Which lines of the data include the string "Elevation"? List them all.

DATA PROVIDED:
*** Begin section ***
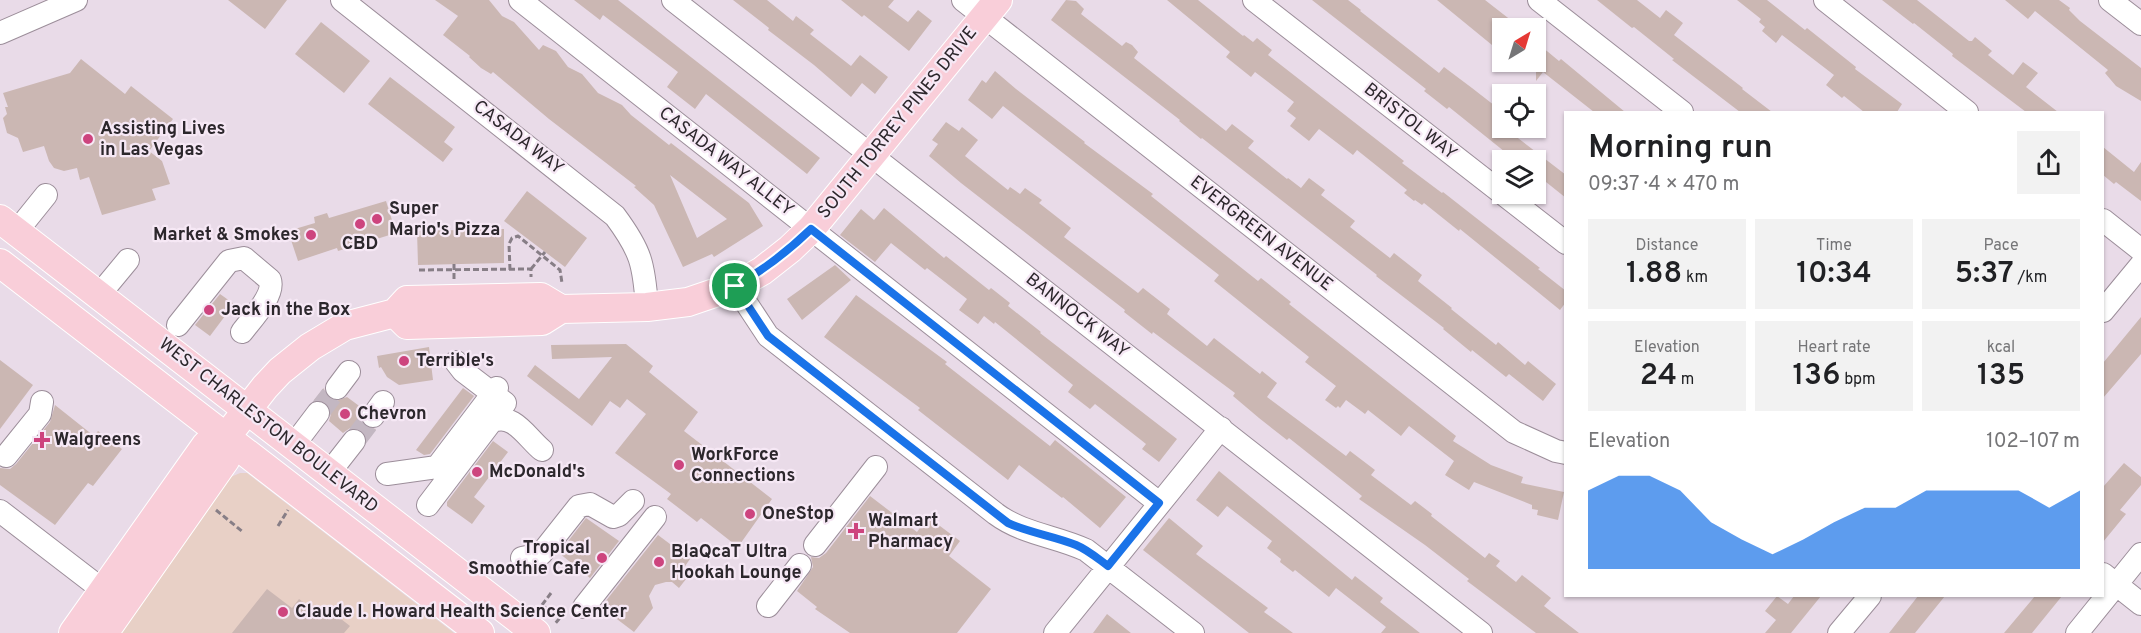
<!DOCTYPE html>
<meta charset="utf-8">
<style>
:root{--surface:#fff;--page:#f2f2f2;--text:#202124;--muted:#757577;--accent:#1a73e8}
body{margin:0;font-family:Overpass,sans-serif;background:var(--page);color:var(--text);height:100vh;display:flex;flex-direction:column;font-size:22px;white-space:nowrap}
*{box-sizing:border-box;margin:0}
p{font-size:20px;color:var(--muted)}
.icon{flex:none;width:33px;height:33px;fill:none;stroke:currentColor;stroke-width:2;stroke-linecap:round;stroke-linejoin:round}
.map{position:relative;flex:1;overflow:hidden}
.details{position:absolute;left:1564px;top:111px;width:540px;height:486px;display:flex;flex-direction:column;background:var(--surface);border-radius:0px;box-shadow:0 2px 4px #0004}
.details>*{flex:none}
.needle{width:39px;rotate:38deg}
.fabs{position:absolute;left:1492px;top:18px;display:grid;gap:12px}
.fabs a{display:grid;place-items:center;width:54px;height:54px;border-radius:0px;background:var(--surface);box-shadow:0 2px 4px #0004;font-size:30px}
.pin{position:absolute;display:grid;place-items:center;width:51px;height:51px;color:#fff;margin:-26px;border:3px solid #fff;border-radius:50%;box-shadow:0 2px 6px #0007}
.round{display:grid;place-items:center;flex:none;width:63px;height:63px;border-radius:0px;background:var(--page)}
.summary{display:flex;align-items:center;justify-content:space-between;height:102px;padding:0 24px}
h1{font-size:33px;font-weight:600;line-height:45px}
.figures{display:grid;grid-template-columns:repeat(3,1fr);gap:9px;height:102px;padding:6px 24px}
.figures div{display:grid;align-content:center;border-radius:0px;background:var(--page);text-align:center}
.figures b{font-size:30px;font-weight:600}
.figures small{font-size:16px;font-weight:400}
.figures p{font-size:16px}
.chart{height:168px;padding:12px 24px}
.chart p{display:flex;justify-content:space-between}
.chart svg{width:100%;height:108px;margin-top:6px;fill:var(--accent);opacity:.7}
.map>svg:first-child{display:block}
.education{fill:#e8d0c6}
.building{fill:#cbb7b3;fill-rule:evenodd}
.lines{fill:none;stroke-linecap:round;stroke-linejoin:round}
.minor-tunnel{stroke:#c3b7c2;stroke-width:22;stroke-dasharray:22 11;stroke-linecap:butt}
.minor-casing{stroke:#9c8e9a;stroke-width:24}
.major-casing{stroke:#fff;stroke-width:30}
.path{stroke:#877e86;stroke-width:3;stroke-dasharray:6 3;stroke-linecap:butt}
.minor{stroke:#fff;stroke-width:22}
.major{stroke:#f9ced9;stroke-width:28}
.route-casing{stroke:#fff;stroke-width:12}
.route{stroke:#1a73e8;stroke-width:8}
.poi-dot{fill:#cd447e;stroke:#f6e8f5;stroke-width:2}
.labels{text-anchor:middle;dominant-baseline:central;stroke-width:4.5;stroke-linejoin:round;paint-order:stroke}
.street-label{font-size:18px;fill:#2c272c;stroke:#f6e8f5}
.poi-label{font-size:18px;font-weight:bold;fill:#2c272c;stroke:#f6e8f5;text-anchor:start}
</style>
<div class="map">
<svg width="2141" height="633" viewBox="0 0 2141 633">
<rect width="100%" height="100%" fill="#e9dbe8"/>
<path class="education" d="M240 473H247L454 633H118L226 479Z"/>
<path class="building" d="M228 0H287L265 29Z
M435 0H489L502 16 514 22 539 50 543 45 556 51 568 67 582 74 598 93 622 105 631 115 669 145 671 143 749 203 763 226 714 257 712 254 683 267 654 205 634 187 636 186 549 119 493 72 491 74 481 68 469 57 470 56 443 35 458 16ZM670 175 727 219 697 238Z
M574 0H618L820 158 807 174 706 94 695 109 667 87 678 72 603 15 600 20Z
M733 0H767L793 21 796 16 814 30 810 34 851 66 860 55 888 77 875 94 862 83 851 97 814 65 768 30 769 28Z
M841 0H894L888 7 908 22 918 10 932 21 909 51 864 15 862 17Z
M1066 0 1076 1 1084 9 1081 14 1122 46 1126 42 1132 45 1138 52 1134 58 1226 131 1232 124 1254 141 1248 148 1287 179 1288 178 1301 188 1309 178 1325 190 1321 195 1355 221 1350 227 1390 258 1394 253 1422 275 1418 281 1452 308 1451 309 1496 345 1498 342 1525 365 1528 361 1556 384 1543 401 1509 374 1506 377 1472 350 1471 352 1443 329 1444 328 1376 276 1377 275 1202 138 1201 139 1179 121 1180 120 1051 20Z
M1167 0H1198L1243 36 1244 35 1253 42 1257 38 1272 50 1268 55 1404 161 1402 163 1442 193 1443 192 1540 268 1538 269 1566 291V302L1560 310 1460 229 1459 231 1424 203 1422 205 1415 200 1414 201 1404 193 1407 190 1357 150 1353 155 1319 129 1309 141 1290 126 1296 118 1287 111 1294 102 1255 72 1251 77 1226 57 1230 52Z
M1312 0H1348L1361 10 1360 11 1439 73 1444 67 1472 88 1499 109 1492 118 1566 175V198L1536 174V160H1515L1449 107 1447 109 1424 91 1426 89Z
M1437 0H1485L1521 28H1503V43L1497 38 1492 45Z
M1597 0H1637L1660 18 1666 10 1683 23 1674 35 1743 88 1742 89 1772 112H1740L1672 60 1674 59 1634 27 1632 28Z
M1737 0H1767L1805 30 1807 28 1856 67 1855 69 1902 104 1897 112H1864L1844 96 1842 98 1826 85 1834 75 1782 35 1776 43 1762 31 1765 27 1759 22 1761 19Z
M1882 0H1917L1969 41H1972L1975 37 1992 51 1988 55 2013 75 2023 62 2038 73 2026 87 2058 112H2026L1952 56 1953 54 1914 23 1913 24Z
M2005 0H2059L2070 8 2069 10 2080 21 2141 68V101L2116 86 2105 73 2108 70 2035 11 2028 19Z
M321 22 370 61 344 93 295 54Z
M1536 42 1559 61 1561 59 1625 112H1594L1543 72 1536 81Z
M81 59 125 94 131 86 173 119 149 151 162 161 170 184 152 189 156 200 102 215 89 177 80 180 77 168 64 171 54 168 49 161 44 146 23 152 18 138 7 133 3 118 7 114 5 107H8L3 93 70 73Z
M995 71 1016 89 1085 142 1084 143 1153 194 1151 196 1258 281 1261 278 1291 302 1289 304 1456 436 1453 441 1491 465 1523 477 1521 483 1564 492 1558 520 1537 515 1538 510 1532 509V505L1474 482 1469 490 1445 475 1454 461 1409 426 1401 436 1368 410 1365 414 1346 400 1340 408 1338 406 1336 408 1325 400 1336 386 1305 362 1309 357 1214 281 1219 275 1003 106 992 119 968 100 982 80 986 83Z
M390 77 455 127 444 142 453 149 443 162 368 104Z
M946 122 959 131 962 127 978 140 965 156 1008 190 1010 187 1020 194 1025 188 1042 200 1039 203 1071 228 1064 237 1138 293 1143 288 1170 309 1167 314 1207 346 1214 338 1260 374 1262 371 1277 383 1267 397 1346 456 1350 451 1375 470 1371 475 1411 505 1415 501 1432 514 1431 516 1485 558 1489 553 1500 561 1496 566 1516 582 1522 575 1551 598 1544 606 1579 633H1536L1467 581 1469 579 1425 545 1359 499 1362 496 1289 438 1287 440 1259 418 1233 396 1235 393 1153 332 1152 334 1124 312 1125 310 961 183 929 156 938 144 932 140Z
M2103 147 2134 172 2141 162V201L2116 182 2114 184 2103 175Z
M527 191 587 238 565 267 504 221Z
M386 201 396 233 338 251 337 248 298 261 288 231 315 223 314 217 327 213 329 218Z
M884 208 944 258 946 256 989 290 991 288 1010 303 1008 306 1041 332 1040 333 1177 439 1159 462 1142 449 1146 444 1141 440 1095 404 1090 409 1068 392 1073 385 995 322 994 324 984 316 978 324 959 310 967 299 927 268 925 270 891 243 875 262 840 235 861 209 874 220Z
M504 229V263L418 265 417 231Z
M835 265 851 280 802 320 787 299Z
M220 294 234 304 210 336 195 325Z
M856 295 947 362 945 364 1050 446 1055 440 1126 497 1100 528 1063 497 1062 498 1019 465 1008 480 918 410 920 408 824 337Z
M2141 317V354L2103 398V363Z
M626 344 653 366 649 372 698 412 684 431 772 499 738 547 701 518 697 522 667 499 671 494 615 453 646 414 627 399 620 408 610 401 592 426 527 376 535 365 579 399 612 357 552 359 551 345Z
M429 347 433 380 399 385 387 377 381 367 379 368 377 356Z
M0 360 33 385 0 429Z
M324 388 325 394 329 399 336 401 347 397 362 408 360 415 361 422 366 427 376 429 367 441 366 435 362 430 355 428H350L343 433 329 421 331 414 330 407 326 402 314 400Z
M463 388 474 396 430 454 424 455 416 450Z
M55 405 94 436 98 431 122 449 93 486 88 483 55 525 0 485V468L10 469 16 464 50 422Z
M493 441 508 452 474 497 485 506 472 524 447 506V502Z
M2124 463 2141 477V485L2120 510 2126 514 2103 542V487Z
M1219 471 1352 580 1355 576 1383 598 1380 602 1420 633H1381L1386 627 1336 588 1329 597 1295 570 1293 572 1280 562 1281 559 1267 548 1272 541 1227 506 1218 517 1196 500Z
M870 496 917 532 928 517 960 541 949 556 991 589 957 633H850L815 609 817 607 797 591 813 567 811 557 819 558 826 553Z
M586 518 619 541 590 578 559 553Z
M1169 518 1203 546 1196 554 1268 608 1264 612 1293 633H1249L1143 550Z
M658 535 690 559 683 569 690 574 679 588 672 582H666L655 585 649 596 653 608 634 632 601 607Z
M267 589 292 608 299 599 322 616 327 608 350 626 344 633H232Z
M1777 596 1788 604 1794 596H1821L1791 633H1765L1776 620 1765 611Z
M1918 596H1945L1915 633H1889Z
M2035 596H2062L2032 633H2004Z
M1107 614 1131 633H1093Z"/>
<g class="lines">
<path class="minor-tunnel" d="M318 413 337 388
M354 441 373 416"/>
<defs>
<path id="minor" d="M342 0 615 216C641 251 644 264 647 307
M520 0 1159 503
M673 0 1481 633
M963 0 1514 432 1556 451 1566 453
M1254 0 1566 243
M1539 0 1682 112
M1825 0 1967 112
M2110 0 2141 24
M0 33 76 0
M2103 220 2141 250
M17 231 46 195
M735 286 768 336 996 514C1023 534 1056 536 1086 550L1193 633
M99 295 128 260
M2103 311 2141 265
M178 325 229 261 244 258 270 280C275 295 251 320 242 332
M456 362 463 371 505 403
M337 388 349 372
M373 416 383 402
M293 446 318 413
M6 456 40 414 42 402
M329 473 354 441
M387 474 437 467 497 388
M428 505 491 422C513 411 527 438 542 450
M0 511 104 591
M815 545 876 467
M522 558 541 554 579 506 590 504 613 517 619 515 633 501
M2103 574 2141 604
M768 606 800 565
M584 607 655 517
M1055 633 1221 428
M1839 633 1870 596
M2077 633 2141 554"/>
<path id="major" d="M0 219 536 633
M0 263 480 633
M395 313 407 325 542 321 561 309 647 307 688 302 735 286 762 271 790 249 811 229 998 0
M73 633 206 445 226 437 265 387 280 371 310 347 345 326 395 313 407 300 541 297 561 309
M104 633 226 459V437"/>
</defs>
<use href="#minor" class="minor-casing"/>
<use href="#major" class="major-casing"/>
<path class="path" d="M531 269 545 252
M419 270 531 269V277
M510 270 509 244 512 238 518 236 560 270 562 283
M454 279V264
M216 510 243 532
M278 526 288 510
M551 593 542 605 559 619 554 625"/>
<use href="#minor" class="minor"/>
<use href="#major" class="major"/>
</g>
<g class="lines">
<defs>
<path id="route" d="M811 229 1159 503 1108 566C1097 558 1088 550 1076 545 1054 536 1030 533 1008 523L768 336 735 286C764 270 787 252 811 229Z"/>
</defs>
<use href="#route" class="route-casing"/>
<use href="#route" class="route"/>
</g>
<g class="poi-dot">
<circle cx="88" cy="139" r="6"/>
<circle cx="377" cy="219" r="6"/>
<circle cx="360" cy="224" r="6"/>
<circle cx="311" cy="235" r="6"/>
<circle cx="209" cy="310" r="6"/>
<circle cx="404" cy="361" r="6"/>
<circle cx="345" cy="414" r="6"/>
<path d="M39 431h6v6h6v6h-6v6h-6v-6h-6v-6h6z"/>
<circle cx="679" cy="465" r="6"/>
<circle cx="477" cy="472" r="6"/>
<circle cx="750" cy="514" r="6"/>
<path d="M853 522h6v6h6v6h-6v6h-6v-6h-6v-6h6z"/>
<circle cx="602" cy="558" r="6"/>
<circle cx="659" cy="562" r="6"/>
<circle cx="283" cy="612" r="6"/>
</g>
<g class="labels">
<g class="street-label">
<text transform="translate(1410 122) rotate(38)">BRISTOL WAY</text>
<text transform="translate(898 123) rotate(-51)">SOUTH TORREY PINES DRIVE</text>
<text transform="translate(518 138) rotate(38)">CASADA WAY</text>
<text transform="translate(726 162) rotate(38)">CASADA WAY ALLEY</text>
<text transform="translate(1261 234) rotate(38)">EVERGREEN AVENUE</text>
<text transform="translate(1077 316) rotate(38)">BANNOCK WAY</text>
<text transform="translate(268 426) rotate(38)">WEST CHARLESTON BOULEVARD</text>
</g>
<g class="poi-label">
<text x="100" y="129">Assisting Lives<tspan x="100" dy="21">in Las Vegas</tspan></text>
<text x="389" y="209">Super<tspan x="389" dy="21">Mario's Pizza</tspan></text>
<text x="299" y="235" text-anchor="end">Market &amp; Smokes</text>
<text x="360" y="244" text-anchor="middle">CBD</text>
<text x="221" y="310">Jack in the Box</text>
<text x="416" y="361">Terrible's</text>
<text x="357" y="414">Chevron</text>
<text x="54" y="440">Walgreens</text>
<text x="691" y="455">WorkForce<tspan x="691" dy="21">Connections</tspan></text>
<text x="489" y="472">McDonald's</text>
<text x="762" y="514">OneStop</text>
<text x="868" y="521">Walmart<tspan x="868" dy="21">Pharmacy</tspan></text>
<text x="590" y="548" text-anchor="end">Tropical<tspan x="590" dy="21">Smoothie Cafe</tspan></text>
<text x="671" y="552">BlaQcaT Ultra<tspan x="671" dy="21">Hookah Lounge</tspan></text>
<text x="295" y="612">Claude I. Howard Health Science Center</text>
</g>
</g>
</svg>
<div class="fabs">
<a><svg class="needle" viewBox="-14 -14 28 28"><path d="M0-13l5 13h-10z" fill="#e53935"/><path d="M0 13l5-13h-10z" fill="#757577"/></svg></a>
<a><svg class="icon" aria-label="locate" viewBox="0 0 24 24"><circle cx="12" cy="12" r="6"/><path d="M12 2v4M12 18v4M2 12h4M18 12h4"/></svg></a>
<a><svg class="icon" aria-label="layers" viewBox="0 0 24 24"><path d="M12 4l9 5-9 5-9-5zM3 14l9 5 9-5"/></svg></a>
</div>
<div class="pin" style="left:735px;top:286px;background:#1e9e55"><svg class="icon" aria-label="arrive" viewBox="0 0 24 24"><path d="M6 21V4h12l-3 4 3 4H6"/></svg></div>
<section class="details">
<div class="summary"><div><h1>Morning run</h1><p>09:37 · 4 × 470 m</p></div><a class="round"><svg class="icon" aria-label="share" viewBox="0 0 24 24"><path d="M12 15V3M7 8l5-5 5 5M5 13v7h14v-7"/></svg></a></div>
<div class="figures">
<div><p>Distance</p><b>1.88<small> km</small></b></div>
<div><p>Time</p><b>10:34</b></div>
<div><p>Pace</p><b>5:37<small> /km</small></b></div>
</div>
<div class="figures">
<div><p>Elevation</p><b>24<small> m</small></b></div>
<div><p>Heart rate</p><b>136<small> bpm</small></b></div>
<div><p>kcal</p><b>135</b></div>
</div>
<div class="chart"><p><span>Elevation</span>102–107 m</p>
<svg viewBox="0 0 160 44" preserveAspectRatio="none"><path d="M0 44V12L10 6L20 6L30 12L40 25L50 32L60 38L70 32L80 25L90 19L100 19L110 12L120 12L130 12L140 12L150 19L160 12V44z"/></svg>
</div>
</section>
</div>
*** End section ***
TASK ANSWER:
<div><p>Elevation</p><b>24<small> m</small></b></div>
<div class="chart"><p><span>Elevation</span>102–107 m</p>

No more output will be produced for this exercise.